But wait: what if you do need the ID to be an integer? That's not a problem; there's also a solution for that.

A solution with integer IDs #

You may not like the easy solution above, but it is a good solution that fits in a wide variety in situations. Still, there can be valid reasons that using a GUID isn't an acceptable solution:

  • Some databases (e.g. SQL Server) don't particularly like if you use GUIDs as table keys. You can, but integer keys often perform better, and they are also shorter.
  • Sometimes, the Entity ID isn't only for internal use. Once, I worked on a customer support ticket system, and my suggestion of using a GUID as an ID wasn't met with enthusiasm. When a customer calls on the phone about an existing support case, it isn't reasonable to ask him or her to read an entire GUID aloud; it's simply too error-prone.
In some cases, you just need some human-readable integers as IDs. What can you do?

Here's my modified solution:

public interface IRepository<T>
{
    void Create(Guid id, T item);
 
    int GetHumanReadableId(Guid id);
 
    // other members
}

Notice that the Create method is the same as before. The client must still supply a GUID for the Entity, and that GUID may or may not be the 'real' ID of the Entity. However, in addition to the GUID, the system also associates a (human-readable) integer ID with the Entity. Which one is the 'real' ID isn't particularly important; the important part is that there's another method you can use to get the integer ID associated with the GUID: the GetHumanReadableId method.

The Create method is a Command, which is only proper, because creating (or saving) the Entity mutates the state of the system. The GetHumanReadableId method, on the other hand, is a Query: you can call it as many times as you like: it doesn't change the state of the system.

If you want to store your Entities in a database, you can still do that. When you save the Entity, you save it with the GUID, but you can also let the database engine assign an integer ID; it might even be a monotonically increasing ID (1, 2, 3, 4, etc.). At the same time, you could have a secondary index on the GUID.

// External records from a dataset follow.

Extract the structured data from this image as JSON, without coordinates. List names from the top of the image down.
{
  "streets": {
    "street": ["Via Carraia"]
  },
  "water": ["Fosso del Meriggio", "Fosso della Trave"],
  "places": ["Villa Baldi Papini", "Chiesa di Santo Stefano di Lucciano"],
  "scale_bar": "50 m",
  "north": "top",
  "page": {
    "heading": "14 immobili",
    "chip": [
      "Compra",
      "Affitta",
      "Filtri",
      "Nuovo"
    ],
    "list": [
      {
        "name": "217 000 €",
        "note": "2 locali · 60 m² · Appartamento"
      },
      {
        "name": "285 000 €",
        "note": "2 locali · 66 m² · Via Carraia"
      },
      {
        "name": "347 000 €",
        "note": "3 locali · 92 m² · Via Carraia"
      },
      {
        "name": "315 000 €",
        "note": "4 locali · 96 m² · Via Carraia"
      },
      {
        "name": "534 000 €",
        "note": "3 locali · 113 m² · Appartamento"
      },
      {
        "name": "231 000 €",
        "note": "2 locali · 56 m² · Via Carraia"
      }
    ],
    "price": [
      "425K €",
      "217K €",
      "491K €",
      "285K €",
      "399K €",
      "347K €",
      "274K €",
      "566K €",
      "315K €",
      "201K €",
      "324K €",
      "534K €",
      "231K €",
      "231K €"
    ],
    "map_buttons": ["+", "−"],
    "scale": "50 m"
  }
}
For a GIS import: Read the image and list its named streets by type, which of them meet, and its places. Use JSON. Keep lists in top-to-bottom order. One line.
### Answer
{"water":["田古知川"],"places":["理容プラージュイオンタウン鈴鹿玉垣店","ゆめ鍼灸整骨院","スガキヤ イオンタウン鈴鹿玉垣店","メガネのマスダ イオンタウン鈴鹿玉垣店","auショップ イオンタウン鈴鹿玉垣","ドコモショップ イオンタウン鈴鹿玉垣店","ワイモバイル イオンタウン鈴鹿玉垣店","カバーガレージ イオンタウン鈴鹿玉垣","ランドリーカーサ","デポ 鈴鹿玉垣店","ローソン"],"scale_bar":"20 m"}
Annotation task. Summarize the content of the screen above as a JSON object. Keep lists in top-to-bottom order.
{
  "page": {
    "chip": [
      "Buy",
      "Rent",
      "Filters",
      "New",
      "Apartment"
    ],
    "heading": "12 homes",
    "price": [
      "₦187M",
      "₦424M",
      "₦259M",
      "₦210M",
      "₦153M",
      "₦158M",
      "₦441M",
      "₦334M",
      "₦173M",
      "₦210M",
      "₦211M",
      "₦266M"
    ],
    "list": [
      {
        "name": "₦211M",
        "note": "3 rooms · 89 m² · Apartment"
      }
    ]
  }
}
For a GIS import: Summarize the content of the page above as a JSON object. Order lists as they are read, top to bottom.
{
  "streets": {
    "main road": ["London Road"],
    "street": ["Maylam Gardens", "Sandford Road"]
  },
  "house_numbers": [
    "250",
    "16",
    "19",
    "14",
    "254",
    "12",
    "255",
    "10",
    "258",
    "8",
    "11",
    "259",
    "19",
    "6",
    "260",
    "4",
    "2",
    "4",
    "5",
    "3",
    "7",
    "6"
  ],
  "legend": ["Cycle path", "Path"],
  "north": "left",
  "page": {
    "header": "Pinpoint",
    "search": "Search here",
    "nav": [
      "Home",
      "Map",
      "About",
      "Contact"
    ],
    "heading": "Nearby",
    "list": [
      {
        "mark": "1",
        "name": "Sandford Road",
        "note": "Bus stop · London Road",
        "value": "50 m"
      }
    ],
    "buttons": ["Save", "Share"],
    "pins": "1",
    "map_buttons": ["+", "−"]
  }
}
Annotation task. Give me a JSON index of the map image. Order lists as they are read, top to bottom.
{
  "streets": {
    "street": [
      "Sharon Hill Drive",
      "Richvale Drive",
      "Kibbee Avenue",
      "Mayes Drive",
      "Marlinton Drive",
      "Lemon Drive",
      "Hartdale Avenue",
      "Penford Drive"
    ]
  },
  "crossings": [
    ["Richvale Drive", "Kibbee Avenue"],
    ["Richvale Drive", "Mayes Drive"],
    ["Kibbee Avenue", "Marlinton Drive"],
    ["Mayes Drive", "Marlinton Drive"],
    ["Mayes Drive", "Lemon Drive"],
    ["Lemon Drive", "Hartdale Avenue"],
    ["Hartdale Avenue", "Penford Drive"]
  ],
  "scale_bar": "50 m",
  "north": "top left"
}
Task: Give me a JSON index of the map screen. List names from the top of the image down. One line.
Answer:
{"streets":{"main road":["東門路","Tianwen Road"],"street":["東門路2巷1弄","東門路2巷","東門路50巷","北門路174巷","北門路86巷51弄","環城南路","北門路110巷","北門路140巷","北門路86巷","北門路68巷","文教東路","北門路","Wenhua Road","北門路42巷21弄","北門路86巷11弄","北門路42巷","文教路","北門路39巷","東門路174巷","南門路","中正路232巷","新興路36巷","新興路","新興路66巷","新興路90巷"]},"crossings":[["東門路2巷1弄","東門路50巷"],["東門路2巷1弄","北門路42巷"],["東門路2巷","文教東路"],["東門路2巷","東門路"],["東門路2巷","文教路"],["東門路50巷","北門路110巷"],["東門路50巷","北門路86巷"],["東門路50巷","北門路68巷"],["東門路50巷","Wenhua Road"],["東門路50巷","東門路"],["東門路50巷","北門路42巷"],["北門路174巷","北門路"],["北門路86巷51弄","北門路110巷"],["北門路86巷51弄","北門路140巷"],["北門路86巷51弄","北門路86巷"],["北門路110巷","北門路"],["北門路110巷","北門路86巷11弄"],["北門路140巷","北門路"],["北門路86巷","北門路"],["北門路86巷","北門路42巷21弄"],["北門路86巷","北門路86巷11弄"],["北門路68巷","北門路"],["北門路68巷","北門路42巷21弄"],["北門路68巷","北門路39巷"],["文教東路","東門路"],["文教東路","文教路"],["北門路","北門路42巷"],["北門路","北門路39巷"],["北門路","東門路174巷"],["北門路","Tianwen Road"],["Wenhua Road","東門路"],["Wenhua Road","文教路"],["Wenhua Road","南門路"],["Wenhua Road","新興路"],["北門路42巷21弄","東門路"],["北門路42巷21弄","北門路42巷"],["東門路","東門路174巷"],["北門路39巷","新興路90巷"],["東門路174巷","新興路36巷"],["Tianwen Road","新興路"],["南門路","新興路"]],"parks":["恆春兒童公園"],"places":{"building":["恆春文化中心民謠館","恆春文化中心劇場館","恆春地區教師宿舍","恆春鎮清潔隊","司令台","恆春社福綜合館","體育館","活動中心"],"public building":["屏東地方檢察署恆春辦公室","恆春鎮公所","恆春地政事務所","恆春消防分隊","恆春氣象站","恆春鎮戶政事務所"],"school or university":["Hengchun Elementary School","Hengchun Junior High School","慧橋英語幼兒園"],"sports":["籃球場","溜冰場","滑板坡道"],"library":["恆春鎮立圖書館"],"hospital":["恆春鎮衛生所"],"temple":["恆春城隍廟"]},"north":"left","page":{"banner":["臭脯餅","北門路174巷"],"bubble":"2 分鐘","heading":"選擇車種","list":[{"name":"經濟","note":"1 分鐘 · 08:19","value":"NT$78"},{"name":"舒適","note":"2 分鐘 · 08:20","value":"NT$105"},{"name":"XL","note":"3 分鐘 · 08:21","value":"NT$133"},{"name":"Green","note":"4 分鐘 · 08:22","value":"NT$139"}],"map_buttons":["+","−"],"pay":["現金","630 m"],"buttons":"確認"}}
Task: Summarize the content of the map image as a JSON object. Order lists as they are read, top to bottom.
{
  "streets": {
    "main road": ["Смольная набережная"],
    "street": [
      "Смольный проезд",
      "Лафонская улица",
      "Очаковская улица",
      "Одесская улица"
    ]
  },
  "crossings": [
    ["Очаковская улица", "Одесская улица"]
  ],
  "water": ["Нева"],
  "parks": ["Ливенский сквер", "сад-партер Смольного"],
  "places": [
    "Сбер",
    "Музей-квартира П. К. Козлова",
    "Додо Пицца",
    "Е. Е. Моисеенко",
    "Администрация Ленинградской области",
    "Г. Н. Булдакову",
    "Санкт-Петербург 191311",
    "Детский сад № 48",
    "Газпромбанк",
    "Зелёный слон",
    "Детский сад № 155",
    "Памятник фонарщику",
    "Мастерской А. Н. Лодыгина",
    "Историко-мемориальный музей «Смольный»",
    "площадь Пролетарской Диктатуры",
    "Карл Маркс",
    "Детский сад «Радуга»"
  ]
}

When a client invokes the GetHumanReadableId method, the database can use the secondary index on the GUID to quickly find the Entity and return its integer ID.

Performance #

"But," you're likely to say, "I don't like that! It's bad for performance!"

Perhaps. My first impulse is to quote Donald Knuth at you, but in the end, I may have to yield that my proposed design may result in two out-of-process calls instead of one. Still, I never promised that my solution wouldn't involve a trade-off. Most software design decisions involve trade-offs, and so does this one. You gain better encapsulation for potentially worse performance.

Still, the performance drawback may not involve problems as such. First, while having to make two round trips to the database may perform worse than a single one, it may still be fast enough. Second, even if you need to know the (human-readable) integer ID, you may not need to know it when you create it. Sometimes you can get away with saving the Entity in one action, and then you may only need to know what the ID is seconds or minutes later. In this case, separating reads and writes may actually turn out to be an advantage.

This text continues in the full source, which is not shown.